Linux got adoption due to its features, not because of politics.
Not quite so simple. You skip why Linux was created in the beginning. It was because there was no affordable Unix alternatives available to students.
All the features we take for granted in Linux today was lacking in the beginning. It was a pretty limited OS in the beginning, only supporting a very limited set of hardware.
But Linux got adoption because it was a community wanting to builds something better, which happened to happen in the open. And it gained features through open collaboration. It was not a commercial drive itself which gave Linux the adoption.
What gave adoption was the freedom it delivered. You can call freedom a feature in this context. And others have tried to stop Linux from gaining success over the years; from Microsoft calling it a cancer, to SCO suing it for copyright issues.
The reason more and more companies decided to bet on Linux, support it in various ways, the reason some companies tried to fight Linux ... they are all based in (corporate/business) politics.

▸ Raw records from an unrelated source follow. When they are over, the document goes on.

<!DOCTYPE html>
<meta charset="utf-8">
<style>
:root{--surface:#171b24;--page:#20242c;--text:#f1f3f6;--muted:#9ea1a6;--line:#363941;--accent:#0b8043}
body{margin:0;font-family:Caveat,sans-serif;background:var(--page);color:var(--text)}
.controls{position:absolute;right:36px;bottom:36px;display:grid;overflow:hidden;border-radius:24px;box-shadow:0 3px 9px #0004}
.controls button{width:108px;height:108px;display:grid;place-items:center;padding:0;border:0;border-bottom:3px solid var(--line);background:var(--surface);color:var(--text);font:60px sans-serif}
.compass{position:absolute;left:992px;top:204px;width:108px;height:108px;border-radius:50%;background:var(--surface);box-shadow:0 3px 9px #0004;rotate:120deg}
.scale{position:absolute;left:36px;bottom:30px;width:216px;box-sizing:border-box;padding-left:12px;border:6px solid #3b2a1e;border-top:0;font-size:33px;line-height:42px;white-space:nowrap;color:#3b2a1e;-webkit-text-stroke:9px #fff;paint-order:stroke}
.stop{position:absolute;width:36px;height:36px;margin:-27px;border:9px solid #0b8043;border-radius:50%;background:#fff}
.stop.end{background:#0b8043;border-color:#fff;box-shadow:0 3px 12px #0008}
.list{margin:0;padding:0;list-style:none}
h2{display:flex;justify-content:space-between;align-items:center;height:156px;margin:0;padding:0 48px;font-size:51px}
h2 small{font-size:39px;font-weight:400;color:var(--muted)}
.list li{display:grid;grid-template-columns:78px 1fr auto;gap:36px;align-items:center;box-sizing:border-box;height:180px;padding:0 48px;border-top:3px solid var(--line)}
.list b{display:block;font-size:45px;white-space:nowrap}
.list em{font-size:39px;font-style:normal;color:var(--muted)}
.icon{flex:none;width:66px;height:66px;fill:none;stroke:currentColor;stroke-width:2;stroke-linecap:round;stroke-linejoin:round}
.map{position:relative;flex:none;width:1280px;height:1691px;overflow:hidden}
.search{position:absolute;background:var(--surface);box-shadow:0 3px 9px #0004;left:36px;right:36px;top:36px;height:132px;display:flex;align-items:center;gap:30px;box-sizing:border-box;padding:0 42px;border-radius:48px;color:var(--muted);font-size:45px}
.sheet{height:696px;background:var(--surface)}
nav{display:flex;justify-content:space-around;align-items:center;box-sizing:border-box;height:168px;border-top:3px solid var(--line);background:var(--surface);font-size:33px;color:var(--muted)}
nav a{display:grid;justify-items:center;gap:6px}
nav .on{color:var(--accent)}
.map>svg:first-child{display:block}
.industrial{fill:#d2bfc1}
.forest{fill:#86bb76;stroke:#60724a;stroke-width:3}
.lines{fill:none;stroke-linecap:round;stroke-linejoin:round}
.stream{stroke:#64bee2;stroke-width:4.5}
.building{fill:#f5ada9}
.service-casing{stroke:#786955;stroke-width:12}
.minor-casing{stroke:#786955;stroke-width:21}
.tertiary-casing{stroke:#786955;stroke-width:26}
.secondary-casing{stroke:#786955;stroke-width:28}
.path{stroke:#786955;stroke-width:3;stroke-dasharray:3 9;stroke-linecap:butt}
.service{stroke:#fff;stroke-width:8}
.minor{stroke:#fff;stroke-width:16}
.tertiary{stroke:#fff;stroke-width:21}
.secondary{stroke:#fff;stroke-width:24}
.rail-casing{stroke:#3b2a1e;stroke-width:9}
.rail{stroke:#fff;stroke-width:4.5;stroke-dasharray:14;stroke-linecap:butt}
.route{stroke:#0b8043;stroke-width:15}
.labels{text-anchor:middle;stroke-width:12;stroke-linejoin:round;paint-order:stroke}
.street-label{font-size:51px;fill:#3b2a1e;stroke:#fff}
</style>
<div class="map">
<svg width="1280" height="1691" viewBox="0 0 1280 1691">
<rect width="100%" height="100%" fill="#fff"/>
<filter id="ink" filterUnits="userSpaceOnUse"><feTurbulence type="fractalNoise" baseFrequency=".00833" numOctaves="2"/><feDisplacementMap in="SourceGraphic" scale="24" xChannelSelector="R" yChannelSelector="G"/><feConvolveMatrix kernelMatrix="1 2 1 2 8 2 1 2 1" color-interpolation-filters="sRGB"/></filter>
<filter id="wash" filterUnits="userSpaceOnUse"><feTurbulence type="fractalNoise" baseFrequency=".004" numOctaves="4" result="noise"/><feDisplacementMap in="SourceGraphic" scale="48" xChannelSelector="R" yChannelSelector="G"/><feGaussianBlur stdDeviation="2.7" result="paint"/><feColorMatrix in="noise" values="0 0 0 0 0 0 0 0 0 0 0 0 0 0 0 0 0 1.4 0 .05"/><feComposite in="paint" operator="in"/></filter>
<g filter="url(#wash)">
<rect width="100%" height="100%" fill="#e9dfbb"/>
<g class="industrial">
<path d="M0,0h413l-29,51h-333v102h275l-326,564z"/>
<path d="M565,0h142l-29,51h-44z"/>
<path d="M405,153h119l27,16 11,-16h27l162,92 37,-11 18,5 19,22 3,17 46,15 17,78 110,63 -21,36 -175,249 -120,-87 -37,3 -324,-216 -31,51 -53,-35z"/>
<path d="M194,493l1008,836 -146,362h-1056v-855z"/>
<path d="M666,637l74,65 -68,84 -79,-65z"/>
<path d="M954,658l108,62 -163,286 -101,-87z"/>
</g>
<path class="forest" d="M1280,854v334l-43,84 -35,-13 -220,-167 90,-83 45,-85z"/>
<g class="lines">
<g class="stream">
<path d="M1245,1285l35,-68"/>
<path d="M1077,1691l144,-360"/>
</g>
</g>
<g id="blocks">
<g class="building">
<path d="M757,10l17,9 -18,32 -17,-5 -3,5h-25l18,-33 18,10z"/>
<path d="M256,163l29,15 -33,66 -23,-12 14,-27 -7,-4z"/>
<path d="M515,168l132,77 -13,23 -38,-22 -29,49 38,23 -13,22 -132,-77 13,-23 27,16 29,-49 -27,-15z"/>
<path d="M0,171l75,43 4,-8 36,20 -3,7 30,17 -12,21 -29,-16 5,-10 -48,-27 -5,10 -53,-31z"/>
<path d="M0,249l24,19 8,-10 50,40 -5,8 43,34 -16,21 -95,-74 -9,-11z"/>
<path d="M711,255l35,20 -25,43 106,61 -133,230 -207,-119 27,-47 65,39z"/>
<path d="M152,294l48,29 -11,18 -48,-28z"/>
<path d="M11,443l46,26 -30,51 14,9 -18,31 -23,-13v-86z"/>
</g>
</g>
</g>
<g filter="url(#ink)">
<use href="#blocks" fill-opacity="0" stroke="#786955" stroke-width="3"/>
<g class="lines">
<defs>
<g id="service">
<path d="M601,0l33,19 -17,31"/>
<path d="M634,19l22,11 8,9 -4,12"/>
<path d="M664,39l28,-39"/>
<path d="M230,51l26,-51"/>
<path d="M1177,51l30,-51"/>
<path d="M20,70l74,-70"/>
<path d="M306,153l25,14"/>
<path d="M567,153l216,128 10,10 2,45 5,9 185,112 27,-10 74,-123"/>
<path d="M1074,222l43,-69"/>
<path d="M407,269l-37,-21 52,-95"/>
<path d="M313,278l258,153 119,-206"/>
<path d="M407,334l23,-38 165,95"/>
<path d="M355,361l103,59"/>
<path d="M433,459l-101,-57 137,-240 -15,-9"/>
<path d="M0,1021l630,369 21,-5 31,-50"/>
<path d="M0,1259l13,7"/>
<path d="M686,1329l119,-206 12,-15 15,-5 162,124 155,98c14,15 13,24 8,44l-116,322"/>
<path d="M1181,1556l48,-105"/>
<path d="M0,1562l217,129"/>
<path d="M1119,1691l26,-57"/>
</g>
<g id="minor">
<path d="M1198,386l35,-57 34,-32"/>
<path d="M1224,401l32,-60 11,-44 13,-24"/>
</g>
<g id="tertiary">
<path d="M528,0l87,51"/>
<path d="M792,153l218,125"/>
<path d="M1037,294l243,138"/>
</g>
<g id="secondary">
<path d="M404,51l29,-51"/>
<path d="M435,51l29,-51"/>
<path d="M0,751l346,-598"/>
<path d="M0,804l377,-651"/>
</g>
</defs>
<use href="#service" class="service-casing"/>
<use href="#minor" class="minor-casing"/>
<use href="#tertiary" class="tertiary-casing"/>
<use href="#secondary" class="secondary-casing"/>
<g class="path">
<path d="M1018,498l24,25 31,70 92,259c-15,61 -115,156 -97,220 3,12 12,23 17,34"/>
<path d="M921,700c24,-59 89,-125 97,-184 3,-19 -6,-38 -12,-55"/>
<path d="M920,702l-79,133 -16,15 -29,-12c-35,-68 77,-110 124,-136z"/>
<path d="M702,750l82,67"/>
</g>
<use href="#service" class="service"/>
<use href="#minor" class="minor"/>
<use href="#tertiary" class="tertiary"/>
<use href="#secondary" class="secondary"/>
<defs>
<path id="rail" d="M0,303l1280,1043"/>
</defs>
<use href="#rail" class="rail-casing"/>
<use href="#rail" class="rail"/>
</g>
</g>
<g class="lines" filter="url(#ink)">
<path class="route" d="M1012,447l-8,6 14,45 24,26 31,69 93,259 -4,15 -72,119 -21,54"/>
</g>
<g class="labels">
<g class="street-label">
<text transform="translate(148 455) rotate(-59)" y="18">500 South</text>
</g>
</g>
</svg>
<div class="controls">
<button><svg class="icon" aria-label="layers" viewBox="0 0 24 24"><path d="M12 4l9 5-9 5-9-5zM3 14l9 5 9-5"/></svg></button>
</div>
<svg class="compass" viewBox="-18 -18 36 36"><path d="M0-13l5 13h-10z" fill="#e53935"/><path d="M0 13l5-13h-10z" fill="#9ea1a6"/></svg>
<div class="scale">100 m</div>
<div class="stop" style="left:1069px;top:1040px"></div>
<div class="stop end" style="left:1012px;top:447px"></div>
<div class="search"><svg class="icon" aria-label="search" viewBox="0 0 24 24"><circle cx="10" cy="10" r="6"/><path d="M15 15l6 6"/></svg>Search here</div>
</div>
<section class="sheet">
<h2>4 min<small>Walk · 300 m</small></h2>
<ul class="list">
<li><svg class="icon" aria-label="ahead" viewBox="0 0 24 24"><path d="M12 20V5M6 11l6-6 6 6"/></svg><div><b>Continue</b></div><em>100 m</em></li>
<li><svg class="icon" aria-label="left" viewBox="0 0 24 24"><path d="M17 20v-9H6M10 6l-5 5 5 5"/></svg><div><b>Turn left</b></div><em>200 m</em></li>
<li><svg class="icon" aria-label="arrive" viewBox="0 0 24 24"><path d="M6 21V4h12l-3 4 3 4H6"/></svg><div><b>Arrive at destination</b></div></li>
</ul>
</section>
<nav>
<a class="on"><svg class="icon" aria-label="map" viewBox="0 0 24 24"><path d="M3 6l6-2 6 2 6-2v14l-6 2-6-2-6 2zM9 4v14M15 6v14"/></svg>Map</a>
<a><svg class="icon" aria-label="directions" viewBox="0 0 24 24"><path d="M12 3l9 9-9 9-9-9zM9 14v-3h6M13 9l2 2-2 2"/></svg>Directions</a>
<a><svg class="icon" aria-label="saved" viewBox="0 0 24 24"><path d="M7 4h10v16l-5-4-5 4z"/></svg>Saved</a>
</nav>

What Mozilla is doing is contrary to this. And Firefox is the immediate collateral damage, which makes the whole browser scope more difficult unless a sustainable alternative surfaces. The Chrome/Chromium dominance today is therefore a considerable threat for an open, free and sustainable browser experience.
We have already been down this path before, with Internet Explorer. We don't need to repeat these mistakes. In that sense, the Chrome browser "saved us" back then. Now Chrome/Chromium has become the new threat.